If I were a Ukrainian, I'd be extremely resentful of all things Russian, especially with the memory of '33 so fresh in my mind.
There were a number of Ukrainians who collaborated with the Axis during Operation Barbarossa. As soon as Operation Barbarossa began the Germans began to work on portraying themselves as liberators of the Ukraine and wanted to make it seems as though they were liberating them from communism.
A common tactic was to release POWs of a certain ethnicity in order to "sow the seeds of collaboration". The Germans in early stages of Barbarossa released over 200,000 Ukrainian POWs. Many Ukrainians served in local poilice battalions or as conscripts in army units set up by the Germans. These auxiliary police forces, known as "Ordung Hilfspolizei" were used by the Germans to keep order in captured areas and they were used to round up Jews and other undesirables.

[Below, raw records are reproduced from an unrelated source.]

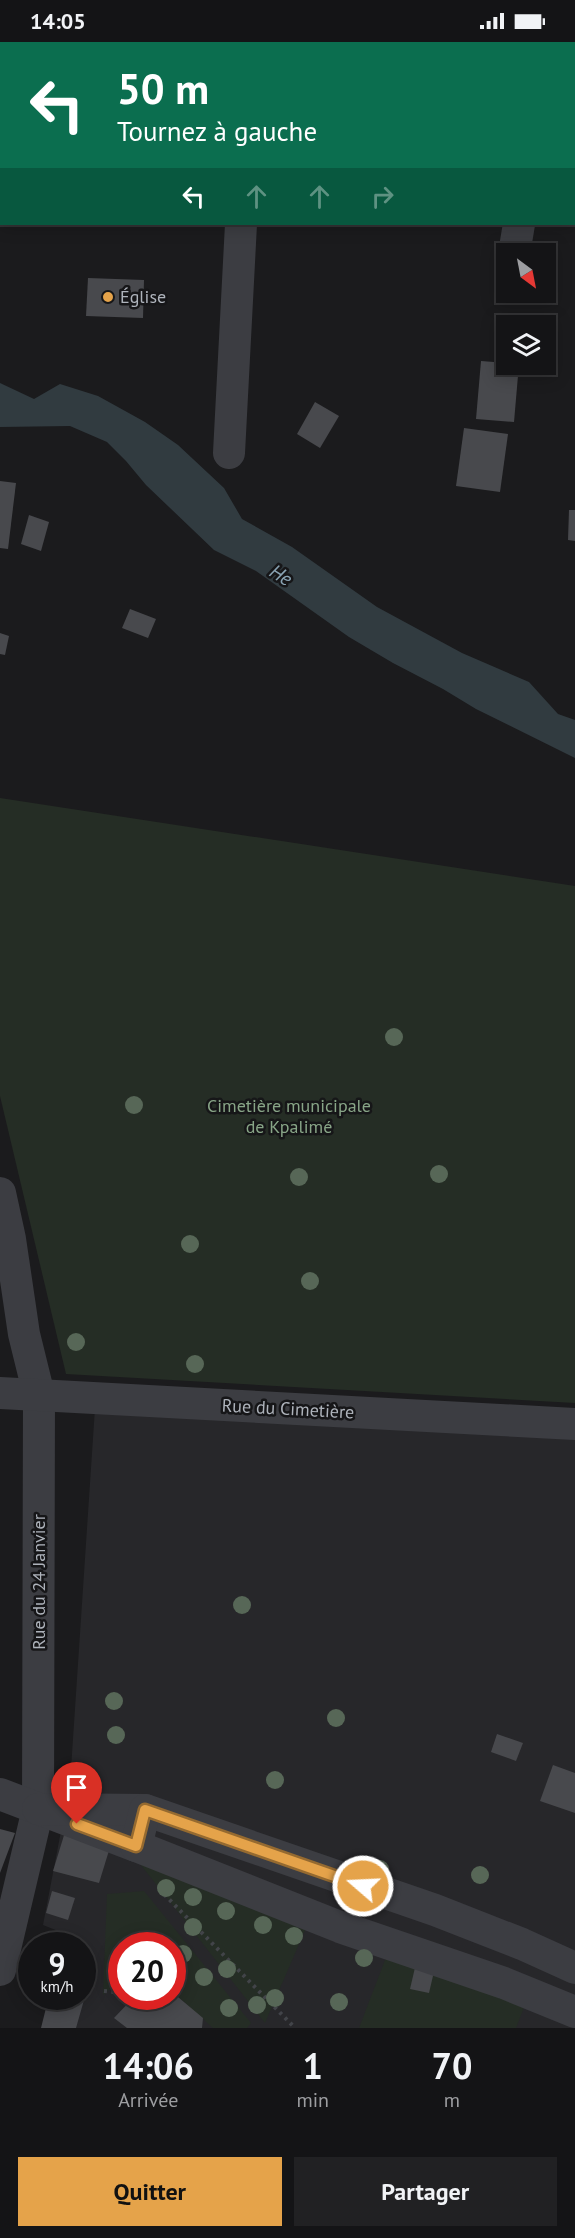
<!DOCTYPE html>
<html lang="fr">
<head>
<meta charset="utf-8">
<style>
  body { margin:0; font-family:"PT Sans",sans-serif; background:#212123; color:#f1f3f6; height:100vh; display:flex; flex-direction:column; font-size:22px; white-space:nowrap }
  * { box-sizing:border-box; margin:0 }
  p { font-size:20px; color:#9d9ea1 }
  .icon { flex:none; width:33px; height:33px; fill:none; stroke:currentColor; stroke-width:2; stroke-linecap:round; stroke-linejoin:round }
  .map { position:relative; height:1986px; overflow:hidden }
  .panel { display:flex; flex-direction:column; background:#141416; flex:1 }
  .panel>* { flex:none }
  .banner { position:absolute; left:0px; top:0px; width:576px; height:183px; box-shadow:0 3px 15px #0003,0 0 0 2px #333335; background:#0b6e4f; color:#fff; overflow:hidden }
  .needle { width:39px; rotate:148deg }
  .tools { position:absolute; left:496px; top:201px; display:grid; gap:12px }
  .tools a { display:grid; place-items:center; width:60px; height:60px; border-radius:0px; background:#141416; box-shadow:0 3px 15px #0003,0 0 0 2px #333335; font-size:30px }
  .speed { position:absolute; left:18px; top:1890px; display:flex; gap:12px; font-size:30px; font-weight:700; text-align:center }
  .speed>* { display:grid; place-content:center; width:78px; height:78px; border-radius:50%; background:#141416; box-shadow:0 3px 15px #0003,0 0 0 2px #333335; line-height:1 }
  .speed small { font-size:15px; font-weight:400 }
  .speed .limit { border:9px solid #d22; background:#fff; color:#111 }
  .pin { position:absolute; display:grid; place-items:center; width:51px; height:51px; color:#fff; margin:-62px -26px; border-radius:50% 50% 50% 0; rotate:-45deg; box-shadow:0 0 6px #0007 }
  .pin .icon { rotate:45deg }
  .me { position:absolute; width:66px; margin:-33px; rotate:289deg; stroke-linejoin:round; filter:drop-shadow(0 0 4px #0008) }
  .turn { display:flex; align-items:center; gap:21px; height:126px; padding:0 18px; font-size:27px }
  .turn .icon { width:78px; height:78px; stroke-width:2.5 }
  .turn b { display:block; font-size:42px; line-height:51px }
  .lanes { display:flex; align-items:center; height:57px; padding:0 18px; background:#0003; justify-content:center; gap:30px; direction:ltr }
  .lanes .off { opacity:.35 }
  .eta { display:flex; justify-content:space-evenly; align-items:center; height:102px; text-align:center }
  .eta b { font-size:36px; font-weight:800; line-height:42px }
  .primary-button { display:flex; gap:12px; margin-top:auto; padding:12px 18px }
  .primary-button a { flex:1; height:69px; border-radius:0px; background:#e5a34a; color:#111; font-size:24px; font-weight:800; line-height:69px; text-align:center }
  .primary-button a+a { background:#212123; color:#f1f3f6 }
  .status { display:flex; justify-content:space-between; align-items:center; height:42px; padding:0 30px; background:#141416; direction:ltr }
  .status svg { height:16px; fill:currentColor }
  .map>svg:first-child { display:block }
  .built { fill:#27272a; fill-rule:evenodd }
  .green { fill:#252d25 }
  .water { fill:#313b40 }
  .building { fill:#48494d }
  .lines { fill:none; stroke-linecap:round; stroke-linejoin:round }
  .path { stroke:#424449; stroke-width:4; stroke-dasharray:3 4.5; stroke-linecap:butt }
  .minor { stroke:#3c3d42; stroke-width:32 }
  .tree { fill:#576757 }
  .route-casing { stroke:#956a30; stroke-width:15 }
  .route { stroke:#e5a34a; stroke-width:10 }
  .poi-dot { fill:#e5a34a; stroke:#161618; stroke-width:2 }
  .labels { text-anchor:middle; stroke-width:5; stroke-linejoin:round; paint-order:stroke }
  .poi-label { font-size:18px; fill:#aeb3bb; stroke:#161618; text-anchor:start }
  .park-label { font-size:18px; fill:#88a587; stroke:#161618 }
  .street-label { font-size:18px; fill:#aeb3bb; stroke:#161618 }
  .water-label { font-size:20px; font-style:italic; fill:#89a3b3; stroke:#161618 }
</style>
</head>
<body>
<div class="status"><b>14:05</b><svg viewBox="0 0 49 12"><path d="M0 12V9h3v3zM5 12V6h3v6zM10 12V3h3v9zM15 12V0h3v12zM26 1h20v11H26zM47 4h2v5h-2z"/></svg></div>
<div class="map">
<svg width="575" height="1986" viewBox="0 0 575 1986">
  <rect width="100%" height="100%" fill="#1b1b1d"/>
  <path class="built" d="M96 1351 575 1396V1986H45L82 1954V1904L70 1903 73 1895 43 1883 70 1742ZM122 1904H172V1954H122Z"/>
  <g class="green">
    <polygon points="0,756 575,844 575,1361 66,1332 0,1054"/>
    <polygon points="137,1818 309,1879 265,1981"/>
    <polygon points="144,1849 251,1981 247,1986 213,1986 173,1950 172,1904 122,1904 121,1937 103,1953 107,1852"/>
    <polygon points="395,1892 534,1939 516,1986 359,1986"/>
  </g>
  <polygon class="water" points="0,341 34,357 60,342 98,354 145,380 178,403 224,446 242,477 292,505 377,565 462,611 529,640 558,672 575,678 575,716 476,667 443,647 393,621 349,595 256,529 214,508 146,443 126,419 107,400 70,384 0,385"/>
  <g class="building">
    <polygon points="183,182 217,182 217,185 183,184"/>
    <polygon points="88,236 144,238 143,276 86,274"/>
    <polygon points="481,319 519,322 514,380 476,377"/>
    <polygon points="315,360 339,374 320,406 297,392"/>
    <polygon points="464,386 508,392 500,450 456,444"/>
    <polygon points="0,439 16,441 8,507 0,506"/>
    <polygon points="569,468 575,468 575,499 568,498"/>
    <polygon points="29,473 49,480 41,509 21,502"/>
    <polygon points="130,567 156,577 148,596 122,586"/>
    <polygon points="0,591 9,594 5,613 0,612"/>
    <polygon points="497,1692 523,1701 516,1719 491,1710"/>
    <polygon points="553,1723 575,1731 575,1771 540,1759"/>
    <polygon points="73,1764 115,1789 99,1841 53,1829"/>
    <polygon points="0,1787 15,1791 0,1831"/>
    <polygon points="52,1849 75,1856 68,1878 46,1871"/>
    <polygon points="417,1917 436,1921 429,1951 410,1947"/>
    <polygon points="82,1920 94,1923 76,1986 41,1986 49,1954 82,1954"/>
    <polygon points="172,1950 203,1976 202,1986 127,1986 114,1976 135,1954 172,1954"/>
  </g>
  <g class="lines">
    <g class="path">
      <polyline points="159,1847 295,1986"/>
      <polyline points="104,1949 122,1951"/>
    </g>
    <g class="minor">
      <polyline points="5,2 5,0"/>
      <polyline points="251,2 251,0"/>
      <polyline points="548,2 548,0"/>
      <polyline points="0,82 2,60"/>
      <polyline points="514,212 519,182"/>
      <polyline points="229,411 241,182"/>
      <polyline points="0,1151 10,1197 24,1292 39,1353 38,1767 0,1928"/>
      <polyline points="0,1351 575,1382"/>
      <polyline points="0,1752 136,1804"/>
      <polyline points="38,1767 145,1768 435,1868 522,1902 575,1926"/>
      <polyline points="145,1768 136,1804 340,1885 504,1941 575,1970"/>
    </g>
  </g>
  <g class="tree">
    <circle cx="394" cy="995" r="9"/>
    <circle cx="134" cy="1063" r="9"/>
    <circle cx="439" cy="1132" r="9"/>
    <circle cx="299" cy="1135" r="9"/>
    <circle cx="190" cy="1202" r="9"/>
    <circle cx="310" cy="1239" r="9"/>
    <circle cx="76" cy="1300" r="9"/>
    <circle cx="195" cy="1322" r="9"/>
    <circle cx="242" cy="1563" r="9"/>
    <circle cx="114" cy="1659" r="9"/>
    <circle cx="336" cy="1676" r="9"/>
    <circle cx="116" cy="1693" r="9"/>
    <circle cx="275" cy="1738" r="9"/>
    <circle cx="380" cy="1827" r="9"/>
    <circle cx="480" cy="1833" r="9"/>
    <circle cx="166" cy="1846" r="9"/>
    <circle cx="193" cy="1855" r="9"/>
    <circle cx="226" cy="1869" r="9"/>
    <circle cx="263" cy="1883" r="9"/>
    <circle cx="193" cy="1885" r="9"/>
    <circle cx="294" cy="1894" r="9"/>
    <circle cx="183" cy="1912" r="9"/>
    <circle cx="364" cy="1916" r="9"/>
    <circle cx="227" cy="1927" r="9"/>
    <circle cx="204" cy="1935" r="9"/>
    <circle cx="275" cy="1956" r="9"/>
    <circle cx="339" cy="1960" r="9"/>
    <circle cx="257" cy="1963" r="9"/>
    <circle cx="229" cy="1966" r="9"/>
  </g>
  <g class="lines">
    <g class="route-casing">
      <polyline id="route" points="77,1782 136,1804 145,1768 363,1844"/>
    </g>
    <use href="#route" class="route"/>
  </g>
  <circle class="poi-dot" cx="108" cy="255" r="6"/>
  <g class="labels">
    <g class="poi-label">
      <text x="120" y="261">Église</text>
    </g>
    <g class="park-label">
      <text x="289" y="1070">Cimetière municipale<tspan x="289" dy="21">de Kpalimé</tspan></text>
    </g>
    <g class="street-label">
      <text transform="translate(288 1367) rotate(3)" y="6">Rue du Cimetière</text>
      <text transform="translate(39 1540) rotate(-90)" y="6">Rue du 24 Janvier</text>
    </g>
    <g class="water-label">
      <text transform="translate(281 533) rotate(32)" y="7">He</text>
    </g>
  </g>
</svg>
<div class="tools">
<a><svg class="needle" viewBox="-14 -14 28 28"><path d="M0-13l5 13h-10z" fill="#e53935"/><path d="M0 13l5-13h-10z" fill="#9d9ea1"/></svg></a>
<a><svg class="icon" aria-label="layers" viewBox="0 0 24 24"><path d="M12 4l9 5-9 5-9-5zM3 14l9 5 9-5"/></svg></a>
</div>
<div class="speed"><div>9<small>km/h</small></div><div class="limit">20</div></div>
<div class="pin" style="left:77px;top:1782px;background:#d93025"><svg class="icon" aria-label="arrive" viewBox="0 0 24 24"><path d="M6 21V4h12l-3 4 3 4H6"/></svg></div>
<svg class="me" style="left:363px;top:1844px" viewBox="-20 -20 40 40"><circle r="17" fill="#e5a34a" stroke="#fff" stroke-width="3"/><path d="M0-11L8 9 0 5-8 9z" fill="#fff"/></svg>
<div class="banner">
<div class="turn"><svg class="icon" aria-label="left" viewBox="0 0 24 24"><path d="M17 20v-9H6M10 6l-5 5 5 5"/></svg><div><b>50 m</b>Tournez à gauche</div></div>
<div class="lanes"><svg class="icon" aria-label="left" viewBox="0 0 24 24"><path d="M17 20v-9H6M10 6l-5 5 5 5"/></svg><svg class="icon off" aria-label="ahead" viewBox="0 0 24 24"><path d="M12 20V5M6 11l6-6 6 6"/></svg><svg class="icon off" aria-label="ahead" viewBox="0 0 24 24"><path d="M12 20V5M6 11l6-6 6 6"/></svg><svg class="icon off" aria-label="right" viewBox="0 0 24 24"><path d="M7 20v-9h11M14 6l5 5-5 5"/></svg></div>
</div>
</div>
<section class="panel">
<div class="eta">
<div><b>14:06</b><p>Arrivée</p></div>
<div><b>1</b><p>min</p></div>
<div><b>70</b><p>m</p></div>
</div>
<div class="primary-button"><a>Quitter</a><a>Partager</a></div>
</section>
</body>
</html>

Of course the most blatant form of collaboration was the SS division formed from Ukrainians (primarily a region of the Ukraine known as Galacia). The SS unit was known as the 14th Waffen Grenadier division of the SS (1st Ukrainian). The division was used in combat on the Eastern Front before being destroyed, it was eventually rebuilt and used in the Balkans until it surrendered in 1945. It is estimated that around 20,000 Ukrainians served in the SS as soldiers.

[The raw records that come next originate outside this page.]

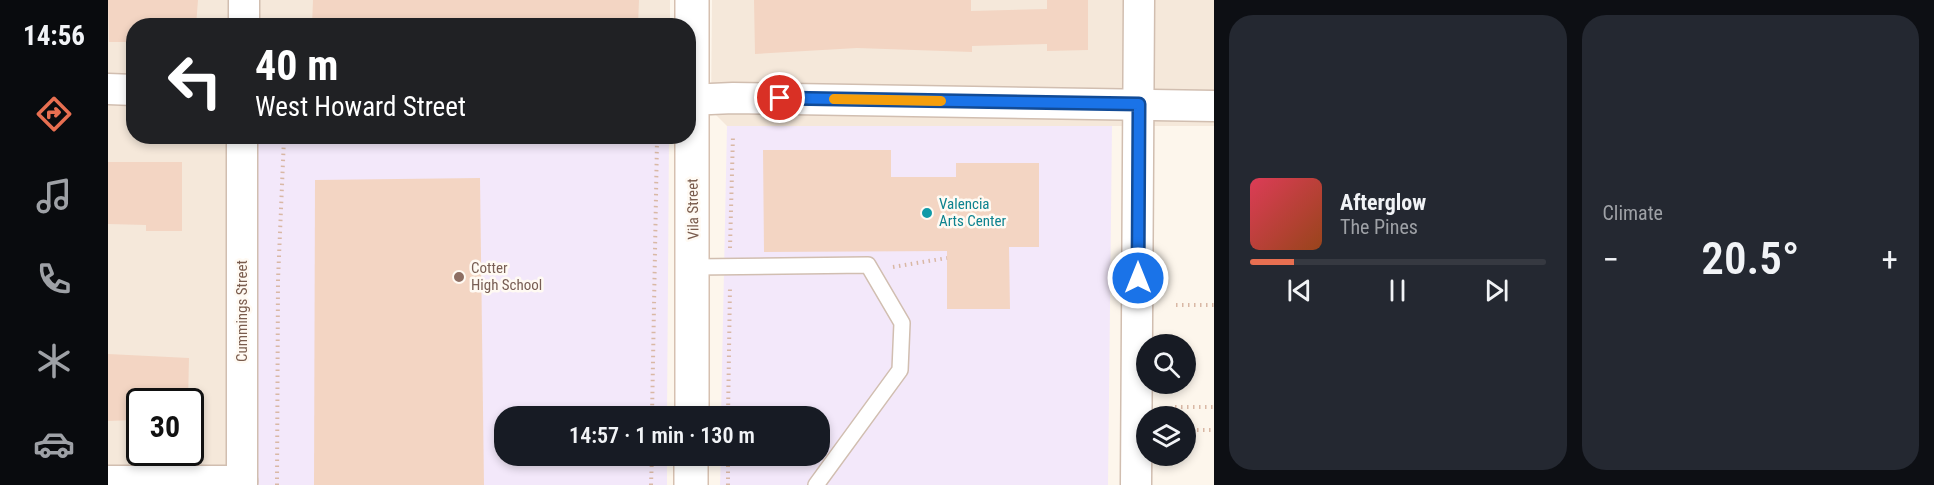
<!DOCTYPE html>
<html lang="en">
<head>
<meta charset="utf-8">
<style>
  :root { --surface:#171b24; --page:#242831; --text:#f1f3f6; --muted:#9ea1a6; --line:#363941; --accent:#e76f51 }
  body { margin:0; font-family:"Roboto Condensed",sans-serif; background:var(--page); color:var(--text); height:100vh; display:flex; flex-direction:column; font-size:22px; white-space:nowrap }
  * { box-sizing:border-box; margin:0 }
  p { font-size:20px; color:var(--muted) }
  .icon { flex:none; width:33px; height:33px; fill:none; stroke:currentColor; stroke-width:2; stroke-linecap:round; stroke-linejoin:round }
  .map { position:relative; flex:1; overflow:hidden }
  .sheet { display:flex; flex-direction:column; gap:15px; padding:15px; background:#0d0f14; width:720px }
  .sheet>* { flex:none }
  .hud { position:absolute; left:18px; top:18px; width:570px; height:126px; border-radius:24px; box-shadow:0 3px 9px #0003; background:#202124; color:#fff; overflow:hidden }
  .tools { position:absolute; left:1028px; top:334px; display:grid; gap:12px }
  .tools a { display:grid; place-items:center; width:60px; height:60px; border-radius:50%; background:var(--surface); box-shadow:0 3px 9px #0003; font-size:30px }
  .speed { position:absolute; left:18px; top:388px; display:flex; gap:12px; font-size:30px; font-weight:700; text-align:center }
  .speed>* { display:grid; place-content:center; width:78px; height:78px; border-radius:50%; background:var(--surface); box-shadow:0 3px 9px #0003; line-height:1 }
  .speed .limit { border:3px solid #111; border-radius:9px; background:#fff; color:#111 }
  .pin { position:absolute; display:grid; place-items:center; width:51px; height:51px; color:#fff; margin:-26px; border:3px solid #fff; border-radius:50%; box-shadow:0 2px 6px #0007 }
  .me { position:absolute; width:66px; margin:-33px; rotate:0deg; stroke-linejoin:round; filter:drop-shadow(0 0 4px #0008) }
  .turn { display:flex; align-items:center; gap:21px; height:126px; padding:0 30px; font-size:27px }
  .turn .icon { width:78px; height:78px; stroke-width:2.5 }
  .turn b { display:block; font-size:42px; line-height:51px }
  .big { font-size:45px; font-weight:600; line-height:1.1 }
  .sheet .widget { flex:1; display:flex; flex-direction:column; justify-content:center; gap:9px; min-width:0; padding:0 21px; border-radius:24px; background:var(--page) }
  .song { display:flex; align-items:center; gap:18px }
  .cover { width:72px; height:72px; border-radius:9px; background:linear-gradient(135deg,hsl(350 70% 55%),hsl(20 70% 35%)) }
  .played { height:6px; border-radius:3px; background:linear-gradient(90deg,var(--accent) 15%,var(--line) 15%) }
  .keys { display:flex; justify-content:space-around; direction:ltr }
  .heat { display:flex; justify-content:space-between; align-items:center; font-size:33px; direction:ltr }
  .sheet .tiles { flex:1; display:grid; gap:15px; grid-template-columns:repeat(2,1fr) }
  .trip { position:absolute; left:386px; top:406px; width:336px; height:60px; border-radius:24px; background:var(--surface); box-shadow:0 3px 9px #0003; font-weight:600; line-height:60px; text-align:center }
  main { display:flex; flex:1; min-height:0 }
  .dock { display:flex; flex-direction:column; width:108px; justify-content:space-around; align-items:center; background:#090b0e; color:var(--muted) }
  .dock .icon { width:42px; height:42px }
  .dock .active { color:var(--accent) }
  .dock b { font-size:27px; color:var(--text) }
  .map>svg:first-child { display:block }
  .residential { fill:#f5e8da; fill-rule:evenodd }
  .education { fill:#f3e8fa }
  .building { fill:#f3d5c3 }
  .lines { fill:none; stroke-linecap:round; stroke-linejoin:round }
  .lane-casing { stroke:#d1beb0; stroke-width:18 }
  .street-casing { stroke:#d1beb0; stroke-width:33 }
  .secondary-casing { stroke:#d6c0b0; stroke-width:36 }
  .path { stroke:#d9b8a5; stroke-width:4; stroke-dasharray:1.5 4.5; stroke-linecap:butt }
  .lane { stroke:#fff; stroke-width:15 }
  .street { stroke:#fff; stroke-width:30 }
  .secondary { stroke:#fff; stroke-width:33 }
  .route-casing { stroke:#114b97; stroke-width:15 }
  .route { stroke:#1a73e8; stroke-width:10 }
  .slow { stroke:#f59e0b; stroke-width:10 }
  .culture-dot { fill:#0f9aa8; stroke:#fffaf3; stroke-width:2 }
  .education-dot { fill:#8d6e63; stroke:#fffaf3; stroke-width:2 }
  .labels { text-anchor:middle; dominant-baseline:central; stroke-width:5; stroke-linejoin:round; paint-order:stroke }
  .culture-label { font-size:15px; fill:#0d838f; stroke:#fffaf3; text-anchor:start }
  .street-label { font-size:15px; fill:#7a5c4d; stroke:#fffaf3 }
  .education-label { font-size:15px; fill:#785e54; stroke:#fffaf3; text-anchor:start }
</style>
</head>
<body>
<main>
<nav class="dock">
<b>14:56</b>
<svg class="icon active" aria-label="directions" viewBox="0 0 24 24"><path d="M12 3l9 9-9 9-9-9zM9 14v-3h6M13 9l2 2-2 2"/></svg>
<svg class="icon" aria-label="music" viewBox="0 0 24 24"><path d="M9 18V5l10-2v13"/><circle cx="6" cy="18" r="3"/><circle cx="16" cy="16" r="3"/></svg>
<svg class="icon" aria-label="phone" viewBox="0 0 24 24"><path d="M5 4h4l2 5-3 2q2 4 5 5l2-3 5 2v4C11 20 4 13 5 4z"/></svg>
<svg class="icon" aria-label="climate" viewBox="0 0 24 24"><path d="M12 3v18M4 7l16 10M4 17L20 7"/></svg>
<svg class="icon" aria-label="car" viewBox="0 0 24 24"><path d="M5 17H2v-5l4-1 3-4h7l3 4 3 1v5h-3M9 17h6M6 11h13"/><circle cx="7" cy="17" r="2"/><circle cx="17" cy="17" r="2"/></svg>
</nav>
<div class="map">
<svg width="1106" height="485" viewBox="0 0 1106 485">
  <rect width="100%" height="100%" fill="#fdf6ec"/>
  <g class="residential">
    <path d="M0 0H562V25L26 26V136L142 137 141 485H0ZM32 402H82V453H32Z"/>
    <polygon points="604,0 1106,0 1106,126 619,126 603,110"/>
  </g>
  <g class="education">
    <polygon points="619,126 1004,126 1000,485 612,485 613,456 711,456 711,417 613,417"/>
    <polygon points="142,137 561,137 559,417 396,417 396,456 559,456 559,485 141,485"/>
  </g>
  <g class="building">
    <polygon points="0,0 90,0 88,26 26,26 26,42 1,42"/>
    <polygon points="205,0 531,0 530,26 204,26"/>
    <polygon points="646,0 863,0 863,11 939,9 939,0 980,0 980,50 939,51 939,44 864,46 864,52 749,48 647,54"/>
    <polygon points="655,150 783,150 783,177 848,177 848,163 931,163 931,247 901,247 902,309 839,309 839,251 656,252"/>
    <polygon points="0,162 74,162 74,231 38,231 38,225 0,224"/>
    <polygon points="372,178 376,485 206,485 207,180"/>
    <polygon points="0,354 81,358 80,402 25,402 25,420 0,421"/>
  </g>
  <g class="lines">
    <g class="lane-casing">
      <polyline id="lane" points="586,267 760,265 794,323 792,370 708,485"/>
    </g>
    <g class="street-casing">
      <g id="street">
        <polyline points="136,26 136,0"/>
        <polyline points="0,89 26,90"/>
        <polyline points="580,100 625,98 1106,106"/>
        <polyline points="0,481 134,481"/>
        <polyline points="134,485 134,136"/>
        <polyline points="1028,485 1031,0"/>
      </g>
    </g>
    <g class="secondary-casing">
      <g id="secondary">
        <polyline points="584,417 584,0"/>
        <polyline points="583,485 583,456"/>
      </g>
    </g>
    <g class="path">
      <polyline points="622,248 625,135"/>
      <polyline points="785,267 839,258"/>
      <polyline points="1068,305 1106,305"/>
      <polyline points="1067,407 1106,407"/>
      <polyline points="620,417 622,286"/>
      <polyline points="1077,430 1106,430"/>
      <polyline points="169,485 170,280 176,138 549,140 544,417"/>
      <polyline points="543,485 544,456"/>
      <polyline points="620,485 620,456"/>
    </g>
    <use href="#lane" class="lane"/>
    <use href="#street" class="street"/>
    <use href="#secondary" class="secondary"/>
  </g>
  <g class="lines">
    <g class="route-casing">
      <polyline id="route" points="672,98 1031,104 1030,278"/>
    </g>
    <use href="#route" class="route"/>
    <polyline class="slow" points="726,99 833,101"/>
  </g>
  <circle class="culture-dot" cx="819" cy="213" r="6"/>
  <circle class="education-dot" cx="351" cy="277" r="6"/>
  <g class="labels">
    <g class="culture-label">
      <text x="831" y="204">Valencia<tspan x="831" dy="17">Arts Center</tspan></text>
    </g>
    <g class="street-label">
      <text transform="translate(585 209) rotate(-91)">Vila Street</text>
      <text transform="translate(134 311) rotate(-90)">Cummings Street</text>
    </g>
    <g class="education-label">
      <text x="363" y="268">Cotter<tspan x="363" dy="17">High School</tspan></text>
    </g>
  </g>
</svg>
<div class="tools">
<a><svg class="icon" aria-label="search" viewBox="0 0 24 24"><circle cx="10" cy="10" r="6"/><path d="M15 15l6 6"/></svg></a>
<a><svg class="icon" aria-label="layers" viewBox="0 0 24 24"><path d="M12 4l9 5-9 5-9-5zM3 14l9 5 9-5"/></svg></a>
</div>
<div class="speed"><div class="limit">30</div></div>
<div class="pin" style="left:672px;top:98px;background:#d93025"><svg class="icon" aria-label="arrive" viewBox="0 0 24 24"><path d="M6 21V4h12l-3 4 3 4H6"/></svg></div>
<svg class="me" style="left:1030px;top:278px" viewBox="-20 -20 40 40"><circle r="17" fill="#1a73e8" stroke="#fff" stroke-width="3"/><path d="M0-11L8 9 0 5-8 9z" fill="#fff"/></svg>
<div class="trip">14:57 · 1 min · 130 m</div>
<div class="hud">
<div class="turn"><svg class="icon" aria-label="left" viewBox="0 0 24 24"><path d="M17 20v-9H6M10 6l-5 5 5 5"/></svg><div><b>40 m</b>West Howard Street</div></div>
</div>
</div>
<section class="sheet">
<div class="tiles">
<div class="widget">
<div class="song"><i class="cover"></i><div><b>Afterglow</b><p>The Pines</p></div></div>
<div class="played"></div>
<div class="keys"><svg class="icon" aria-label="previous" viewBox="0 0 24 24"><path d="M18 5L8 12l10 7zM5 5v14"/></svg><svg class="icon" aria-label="pause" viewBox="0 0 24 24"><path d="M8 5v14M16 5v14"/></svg><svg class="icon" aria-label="next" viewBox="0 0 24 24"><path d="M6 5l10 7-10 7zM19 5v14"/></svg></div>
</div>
<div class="widget"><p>Climate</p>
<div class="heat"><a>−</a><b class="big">20.5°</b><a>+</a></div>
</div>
</div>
</section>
</main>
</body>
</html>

As for why more Ukrainians didn't help the Germans? Simply put the Germans were just as bad as the Soviets. The Germans stole food, imposed harsh restrictions on the local populace, they would conscript the young men to serve as laborers or in army battalions. For example, in one area the Germans imposed such harsh rationing on the local population that each man only got 0.5 kg of Bread to feed his family. Remember that the Nazis considered the Ukrainians inferior, and treated them as such. Also, many Ukrainians served in the Soviet military and thus many Ukrainians would have had family members fighting the Germans, thus making collaboration difficult.
Here are some pictures of the Ukrainians joining the Waffen SS
Sources:
Barbarossa: the Axis and the Allies by John Erickson
Hitler's Second Army by Edmund Blandford.